Elena, Tomi, dan Gio menatapku dengan wajah tercengang. Sementara itu, dokter yang mendengarkan permintaanku hanya tersenyum bijak dan mengangguk. Dengan suara tenang, ia memberikan kata-kata penyemangat kepada Elena sebelum berpamitan untuk melanjutkan pemeriksaan pasien lainnya.

Setelah itu, entah karena merasa tersaingi atau memang ingin membantu—karena sebelumnya aku berinisiatif menanggung semua biaya perawatan Pak Gani—Gio mengatakan akan mencari makan, sambil menatapku sinis. Tomi pun ikut berdiri dan berbisik akan mengikuti Gio karena tidak ingin jadi nyamuk di antara kami berdua dengan menyusul di belakangnya.

Sementara itu, Elena melangkah masuk ke kamar rawat, diikuti olehku beberapa saat kemudian. Di dalam, keheningan menggantung; hanya terdengar suara jam dinding yang berdetak nyaring. Aku berdiri canggung di sudut ruangan, menatap Elena yang duduk tenang di sisi tempat tidur. Tangan kecilnya mengusap peluh di dahi Pak Gani dengan sapu tangan bersih. Gerakannya pelan dan hati-hati, seolah takut melukai.
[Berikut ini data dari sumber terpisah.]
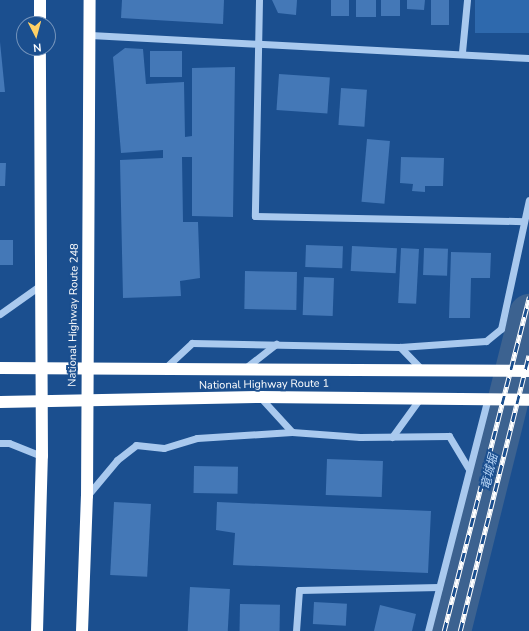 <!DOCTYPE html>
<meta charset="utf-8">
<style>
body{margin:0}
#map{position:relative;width:529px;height:631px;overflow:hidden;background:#1b4f8f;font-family:"Nunito Sans","Noto Sans JP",sans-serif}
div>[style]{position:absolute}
.green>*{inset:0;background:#2e69ad;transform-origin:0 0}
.river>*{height:41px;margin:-20.5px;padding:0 20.5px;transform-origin:20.5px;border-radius:20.5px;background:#3c6290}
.building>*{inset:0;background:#4478b7;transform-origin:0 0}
.minor>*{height:7px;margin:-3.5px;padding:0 3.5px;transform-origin:3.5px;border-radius:3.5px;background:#a9c9ee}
.highway>*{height:12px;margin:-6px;padding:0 6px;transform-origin:6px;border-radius:6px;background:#fff}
.rail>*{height:4.5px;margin-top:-2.25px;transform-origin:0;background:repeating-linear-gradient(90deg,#1b4f8f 0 9px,#fff 0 18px);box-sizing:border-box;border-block:1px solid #fff}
span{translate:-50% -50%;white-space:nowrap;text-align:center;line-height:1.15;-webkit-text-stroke:4px #1b4f8f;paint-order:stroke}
.street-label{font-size:11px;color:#fff}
.water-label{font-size:12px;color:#b5d3f5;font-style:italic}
.north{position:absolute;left:16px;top:16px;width:40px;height:40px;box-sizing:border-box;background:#1b4f8f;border:1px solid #7695bc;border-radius:50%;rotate:174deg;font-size:11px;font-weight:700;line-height:16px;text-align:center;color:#fff}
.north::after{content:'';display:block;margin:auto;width:14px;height:18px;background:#ffd166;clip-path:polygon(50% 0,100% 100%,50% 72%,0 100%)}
</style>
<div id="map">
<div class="green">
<div style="left:475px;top:0;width:54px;height:33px"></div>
</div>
<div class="river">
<div style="left:450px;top:631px;width:327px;rotate:-76deg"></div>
</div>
<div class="building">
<div style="clip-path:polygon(122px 0,224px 0,223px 24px,121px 18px)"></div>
<div style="clip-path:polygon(272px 0,297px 0,296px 15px,278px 13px)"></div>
<div style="left:331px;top:0;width:18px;height:16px"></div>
<div style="left:356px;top:0;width:20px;height:17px"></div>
<div style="left:381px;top:0;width:19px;height:16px"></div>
<div style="clip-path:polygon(407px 0,425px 0,424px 10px,407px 9px)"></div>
<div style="left:431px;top:0;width:18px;height:25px"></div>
<div style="clip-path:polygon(0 42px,5px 92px,0 92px)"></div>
<div style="clip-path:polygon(125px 48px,143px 49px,146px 84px,184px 82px,185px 137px,192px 136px,192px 68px,235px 67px,233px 217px,192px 216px,192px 157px,182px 157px,183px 222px,198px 222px,200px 278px,180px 281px,181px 296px,123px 298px,120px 160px,163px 158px,163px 150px,121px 153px,113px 57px)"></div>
<div style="left:182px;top:51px;width:26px;height:32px;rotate:90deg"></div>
<div style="left:279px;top:74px;width:51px;height:36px;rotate:4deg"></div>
<div style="left:341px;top:88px;width:26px;height:37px;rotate:4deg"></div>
<div style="left:367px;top:139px;width:23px;height:63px;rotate:5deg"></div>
<div style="clip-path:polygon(401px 157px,444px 158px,443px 186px,425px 186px,425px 192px,412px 191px,413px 184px,400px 183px)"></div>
<div style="clip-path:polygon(0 163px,6px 163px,5px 186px,0 186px)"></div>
<div style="left:0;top:240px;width:13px;height:25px"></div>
<div style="left:306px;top:245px;width:37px;height:22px;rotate:2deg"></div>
<div style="left:352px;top:246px;width:45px;height:25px;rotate:3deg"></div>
<div style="left:401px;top:248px;width:18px;height:55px;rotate:3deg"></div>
<div style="left:424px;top:248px;width:24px;height:27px;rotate:2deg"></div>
<div style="clip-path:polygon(451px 252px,491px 253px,490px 278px,471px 278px,470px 318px,449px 318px)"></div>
<div style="left:245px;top:271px;width:52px;height:38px;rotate:1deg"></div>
<div style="left:304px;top:277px;width:30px;height:38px;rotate:2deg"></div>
<div style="left:327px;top:459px;width:56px;height:36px;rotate:2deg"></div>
<div style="left:194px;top:466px;width:44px;height:27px;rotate:1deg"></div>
<div style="left:114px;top:502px;width:37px;height:73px;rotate:3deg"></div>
<div style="clip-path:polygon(217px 502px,431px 511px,428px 573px,233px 565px,235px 533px,216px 530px)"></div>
<div style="left:190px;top:587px;width:40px;height:44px;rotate:3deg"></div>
<div style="left:314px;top:602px;width:33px;height:22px;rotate:3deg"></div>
<div style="left:240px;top:604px;width:40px;height:27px;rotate:1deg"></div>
<div style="clip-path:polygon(380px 605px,416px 614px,412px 631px,374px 631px)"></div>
</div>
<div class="minor">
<div style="left:259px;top:0;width:216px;rotate:91.1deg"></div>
<div style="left:255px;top:216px;width:269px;rotate:1.1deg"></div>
<div style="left:90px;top:35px;width:440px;rotate:3deg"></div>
<div style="left:462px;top:52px;width:52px;rotate:-84.5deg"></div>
<div style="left:0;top:314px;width:52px;rotate:-35.5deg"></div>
<div style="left:400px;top:347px;width:32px;rotate:46deg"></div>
<div style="left:164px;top:369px;width:38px;rotate:-43deg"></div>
<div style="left:192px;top:343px;width:208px;rotate:1.1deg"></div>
<div style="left:400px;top:347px;width:86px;rotate:-4deg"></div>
<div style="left:486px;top:341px;width:19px;rotate:-39deg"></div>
<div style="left:501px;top:329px;width:132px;rotate:-77.8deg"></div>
<div style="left:244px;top:369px;width:41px;rotate:-38deg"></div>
<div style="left:260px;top:397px;width:47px;rotate:47.6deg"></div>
<div style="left:392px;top:437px;width:49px;rotate:-54.1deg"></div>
<div style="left:0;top:443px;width:9px"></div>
<div style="left:9px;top:443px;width:35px;rotate:22deg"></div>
<div style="left:87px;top:496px;width:47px;rotate:-50.2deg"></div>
<div style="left:117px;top:460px;width:24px;rotate:-38deg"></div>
<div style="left:136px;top:445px;width:28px;rotate:6deg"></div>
<div style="left:164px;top:448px;width:34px;rotate:-17deg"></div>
<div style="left:197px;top:438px;width:95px;rotate:-3.6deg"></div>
<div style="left:292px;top:432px;width:68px;rotate:4.2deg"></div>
<div style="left:360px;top:437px;width:89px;rotate:-0.6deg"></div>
<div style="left:449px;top:436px;width:37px;rotate:59deg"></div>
<div style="left:296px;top:631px;width:41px;rotate:-85.8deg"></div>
<div style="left:299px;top:590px;width:140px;rotate:-1.2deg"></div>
<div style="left:428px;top:631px;width:241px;rotate:-75.6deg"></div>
</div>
<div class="highway">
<div style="left:40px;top:0;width:24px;rotate:90deg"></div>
<div style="left:0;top:368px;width:529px;rotate:0.32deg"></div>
<div style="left:0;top:402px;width:260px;rotate:-1.1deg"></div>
<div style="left:260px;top:397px;width:269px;rotate:0.6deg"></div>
<div style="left:37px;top:631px;width:175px;rotate:-88.4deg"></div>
<div style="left:42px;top:456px;width:408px;rotate:-90.3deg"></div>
<div style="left:82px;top:631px;width:135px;rotate:-87.9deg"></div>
<div style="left:87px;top:496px;width:496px;rotate:-89.7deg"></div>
</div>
<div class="rail">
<div style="left:444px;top:631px;width:345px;rotate:-75.7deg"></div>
<div style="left:460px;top:631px;width:284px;rotate:-76deg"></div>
</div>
<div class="street-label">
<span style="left:74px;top:315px;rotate:-89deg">National Highway Route 248</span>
<span style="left:264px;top:385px;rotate:-1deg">National Highway Route 1</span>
</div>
<div class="water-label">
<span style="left:490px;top:472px;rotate:-76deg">竜城堀</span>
</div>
<div class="north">N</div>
</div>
Aku melangkah mendekat, perlahan-lahan, seperti seseorang yang baru menyadari bahwa dirinya asing di tengah kedukaan orang lain.

Namun, tepat saat aku berada di sisi kanan, berhadapan dengan Elena, tiba-tiba Pak Gani—yang baru saja bangun dalam keadaan setengah sadar—bergerak cepat menarik kerah jaketku. Matanya yang terbuka lebar memancarkan kemarahan membara, seperti api yang tak bisa dipadamkan.

“Di mana istri saya?” tanyanya dengan suara serak penuh emosi.

Elena membelalakan mata melihat reaksi ayahnya dan berusaha menenangkan. “Ayah, tolong tenang. Kak Ren bukan orang jahat. Kak Ren itu orang yang nolongin Ayah,” kata Elena dengan suara lembut.

Aku tetap diam, membiarkan Elena berbicara. Perlahan, cengkeraman Pak Gani mulai melonggar, meski matanya masih memancarkan kecurigaan yang mendalam. Elena terus berbicara dengan lembut. Aku mendengarnya menjelaskan situasi yang sebenarnya kepada ayahnya, berusaha meyakinkannya bahwa aku di sini untuk membantu, bukan menyakiti.

Perlahan, kemarahan di mata Pak Gani mulai mereda. Ia melepaskan kerah bajuku, lalu berbaring kembali di tempat tidurnya dengan tatapan mata yang kosong. Aku melangkah mundur, memberi ruang bagi Elena untuk merawat ayahnya dengan lebih tenang.

Ketika keadaan kembali tenang, aku berjalan keluar menuju koridor rumah sakit, mencoba menenangkan diri. Tak lama kemudian, Elena mendekat ke arahku, matanya penuh rasa bersalah.

“Maafkan sikap Ayah tadi ya, Kak,” kata Elena pelan.

It’s okay, Elena. Nggak usah dipikirin. Oh iya, nanti makan yang banyak ya biar energinya keisi lagi dan kuat jalani hari-harinya,” kataku kepada Elena dengan lembut seperti berbicara kepada anak kecil. Saat ini dimataku Elena memang seperti anak kecil yang minta dilindungi dari beban yang seharusnya tidak ia tanggung sebanyak ini sendirian.